Jerusha and Amanda saved many lives by forcing their way into huts where they took away babies without even asking, for they knew that if the fevered infants continued their piteous moaning their parents would carry them to the sea. By wrapping the children in blankets and dosing them with syrup of squill, thus encouraging the fever to erupt through skin sores, as it should, the women rescued the children, but with adults neither logic nor force could keep them from the sea, and throughout Lahaina one Hawaiian in three perished.
In time the measles reached even Malama's walled-in compound, where it struck Keoki, who welcomed it, and his baby son Kelolo.
Here the Hales found the shivering Kanakoa family, and Jerusha said promptly, "I will take the little boy home with me." And there must have been a great devil near Abner's heart, for when his wife had the dying child in her arms he stopped her and asked, "Would it not be better if that child of sin ... ?"
Jerusha looked steadily at her husband and said, "I will take the boy. This is what we have been preaching about in the new laws-- All the children." And she carried the whimpering child and placed him among her own.
When she was gone, Abner found that Keoki had escaped to the seashore where he dug a shallow grave into which salt water seeped, and before Abner could overtake him he had plunged in, finding relief at last. Abner, limping along the reef, came upon him and cried, "Keoki, if you do that you will surely die."
"I shall die," the tall alii shivered.
Compassionately, Abner pleaded, "Come back, and I will wrap you in blankets."
"I shall die," Keoki insisted.
"There is no evil that God cannot forgive," Abner assured the quaking man.
"Your God no longer exists," Keoki mumbled from his cold grave. "I shall die and renew my life in the waters of Kane."
Abner was horrified by these words, and pleaded, "Keoki, even in death do not use such blasphemy against the God who loves you."
"Your god brings us only pestilence," the shivering man replied.
"I am going to pray for you, Keoki."
"It's too late now. You never wanted me in your church," and the fever-racked alii splashed his face with water.

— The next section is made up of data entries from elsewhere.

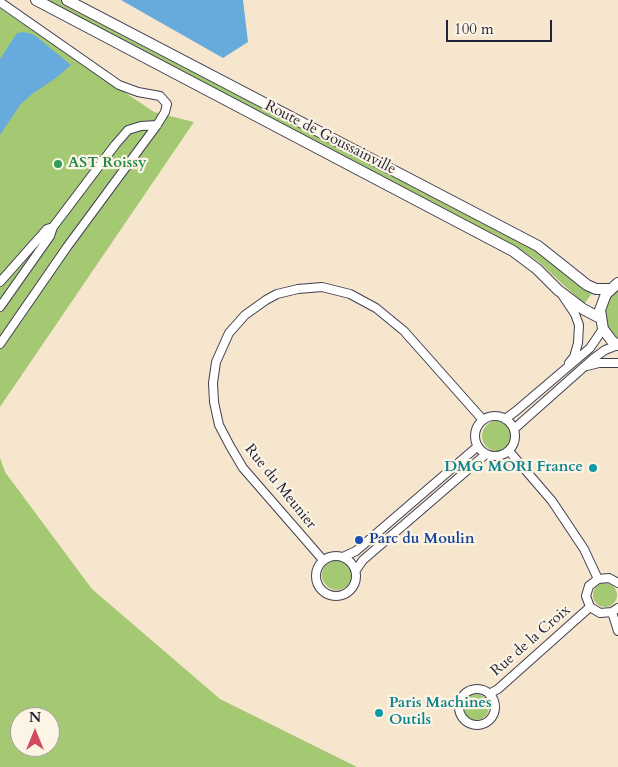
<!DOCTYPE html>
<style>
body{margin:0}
#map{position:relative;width:618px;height:767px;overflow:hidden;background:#f7e6ce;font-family:Cardo,serif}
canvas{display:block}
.north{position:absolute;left:10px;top:707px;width:50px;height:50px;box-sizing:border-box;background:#fcf5e5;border:1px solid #a5a1a1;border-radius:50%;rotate:0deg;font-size:14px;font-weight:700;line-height:20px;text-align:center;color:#22223b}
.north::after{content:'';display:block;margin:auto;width:18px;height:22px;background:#d1495b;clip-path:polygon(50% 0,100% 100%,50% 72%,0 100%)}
.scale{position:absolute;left:446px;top:20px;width:106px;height:22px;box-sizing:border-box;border:2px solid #22223b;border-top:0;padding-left:6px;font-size:15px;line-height:18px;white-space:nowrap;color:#22223b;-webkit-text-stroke:4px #fcf5e5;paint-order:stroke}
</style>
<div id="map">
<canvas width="618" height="767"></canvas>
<div class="north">N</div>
<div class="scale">100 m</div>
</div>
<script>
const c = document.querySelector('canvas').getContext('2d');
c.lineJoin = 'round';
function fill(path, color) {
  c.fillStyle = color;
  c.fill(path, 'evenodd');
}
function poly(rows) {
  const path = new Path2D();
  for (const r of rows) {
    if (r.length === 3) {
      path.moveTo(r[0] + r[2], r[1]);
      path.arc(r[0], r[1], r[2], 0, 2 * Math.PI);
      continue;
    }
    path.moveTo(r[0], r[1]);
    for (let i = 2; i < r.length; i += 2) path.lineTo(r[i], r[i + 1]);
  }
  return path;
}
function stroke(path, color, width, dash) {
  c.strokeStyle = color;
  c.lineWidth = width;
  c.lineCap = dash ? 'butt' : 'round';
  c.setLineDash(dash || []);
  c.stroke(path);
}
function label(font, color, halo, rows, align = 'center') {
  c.font = font + ' Cardo,serif';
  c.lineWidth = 4.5;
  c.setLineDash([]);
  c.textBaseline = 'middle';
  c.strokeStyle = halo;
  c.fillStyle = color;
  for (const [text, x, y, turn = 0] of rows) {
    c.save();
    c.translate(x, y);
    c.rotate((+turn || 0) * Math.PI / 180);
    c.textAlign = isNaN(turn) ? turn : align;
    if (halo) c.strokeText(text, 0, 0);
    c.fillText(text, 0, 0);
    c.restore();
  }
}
const green = poly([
 [43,0,60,0,529,244,593,292,584,304,539,262,520,249],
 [0,8,154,112,194,122,0,407],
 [618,289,618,339,612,334,607,325,605,315,606,305,611,296],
 [497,436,15],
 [0,458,5,472,92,589,220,699,357,767,0,767],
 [20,717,50,717,50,747,20,747],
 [337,575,15],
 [605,595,12],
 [476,707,13]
]);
const water = poly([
 [121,0,243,0,248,42,223,58],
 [23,32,32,34,38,38,71,65,56,78,32,94,20,105,0,135,0,59,17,33]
]);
const minor = poly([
 [0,2,119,85,138,92,160,96,167,104,165,112,157,125,67,247,0,344],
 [0,282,47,229,53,227],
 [563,296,575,314,579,325,578,343,574,357,569,363],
 [0,307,50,236,53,227,115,145,128,130,141,126,157,125],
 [587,366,599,363,618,363],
 [495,436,20],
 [505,419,516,411,590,348,603,329],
 [514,429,594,358,605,350,618,345],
 [509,451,552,501,584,549,598,579],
 [336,576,20],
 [343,557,356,551,478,446],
 [323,560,243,468,230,446,219,425,214,402,213,383,216,362,229,333,245,315,266,300,277,294,298,289,322,287,350,294,376,308,404,331,483,420],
 [356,570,363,560,486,454],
 [618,583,609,578,598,579,589,586,586,596,590,607,600,613,612,612,618,608],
 [612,612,618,631],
 [477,707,18],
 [489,694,498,689,590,607]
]);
const major = poly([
 [36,0,513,251,537,269,558,290,583,309,600,318],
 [67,0,538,246,587,285,596,289,610,289],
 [618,283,606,294,600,310,603,329,612,341,618,345]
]);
const markers = [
 [58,164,5,"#2e9e5b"],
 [593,468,5,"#0f9aa8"],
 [359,540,5,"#1a4fb4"],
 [379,713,5,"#0f9aa8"]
];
const streetNames = [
 ["Route de Goussainville",330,138,27],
 ["Rue du Meunier",280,487,51],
 ["Rue de la Croix",531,641,-41]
];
const leisureNames = [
 ["AST Roissy",68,164]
];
const cultureNames = [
 ["DMG MORI France",583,468],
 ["Paris Machines",389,704,"left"],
 ["Outils",389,721,"left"]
];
const transitNames = [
 ["Parc du Moulin",369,540]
];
fill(green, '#a5c973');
fill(water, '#67abdc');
stroke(minor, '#423f51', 10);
stroke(major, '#423f51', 12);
stroke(minor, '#fff', 8);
stroke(major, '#fff', 10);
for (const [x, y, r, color] of markers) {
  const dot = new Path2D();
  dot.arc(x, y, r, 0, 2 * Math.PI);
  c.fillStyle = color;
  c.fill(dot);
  stroke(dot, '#fcf5e5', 2);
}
label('15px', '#22223b', '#fcf5e5', streetNames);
label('bold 15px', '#27864d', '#fcf5e5', leisureNames, 'left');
label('bold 15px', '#0d838f', '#fcf5e5', cultureNames, 'right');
label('bold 15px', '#164399', '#fcf5e5', transitNames, 'left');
</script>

"Keoki!" Abner pleaded. "You are dying. Pray with me for your immortal soul."
"Kane will protect me," the stricken young man insisted.
"Oh, no! No!" Abner cried, but he felt a strong hand take his arm and pull him from the grave.
It was one-eyed Kelolo, who said, "You must leave my son alone with his god."
"No!" Abner shouted passionately. "Keoki, will you pray with me?"
"I am beginning a dark journey," the sick man replied feebly. "I have told Kane of my coming. No other prayers are necessary."
The incoming tide brought fresh and colder waters into the grave, and at that moment Abner leaped into the shallow pit and grasped his old friend by the hands. "Keoki, do not die in darkness. My dearest brother . . ." But the alii drew away from Abner and hid his parched face with his forearms.
"Take him away," the young man cried hoarsely. "I will die with my own god." And Kelolo dragged Abner from the grave.
When the pestilence was ended, Abner and Jerusha brought the baby Kelolo, now healthy and smiling, back to the palace, where Noelani took the child and studied it dispassionately. "This one will be the last of the alii," she predicted sadly. "But it may be better that way. Another pestilence and we will all be gone."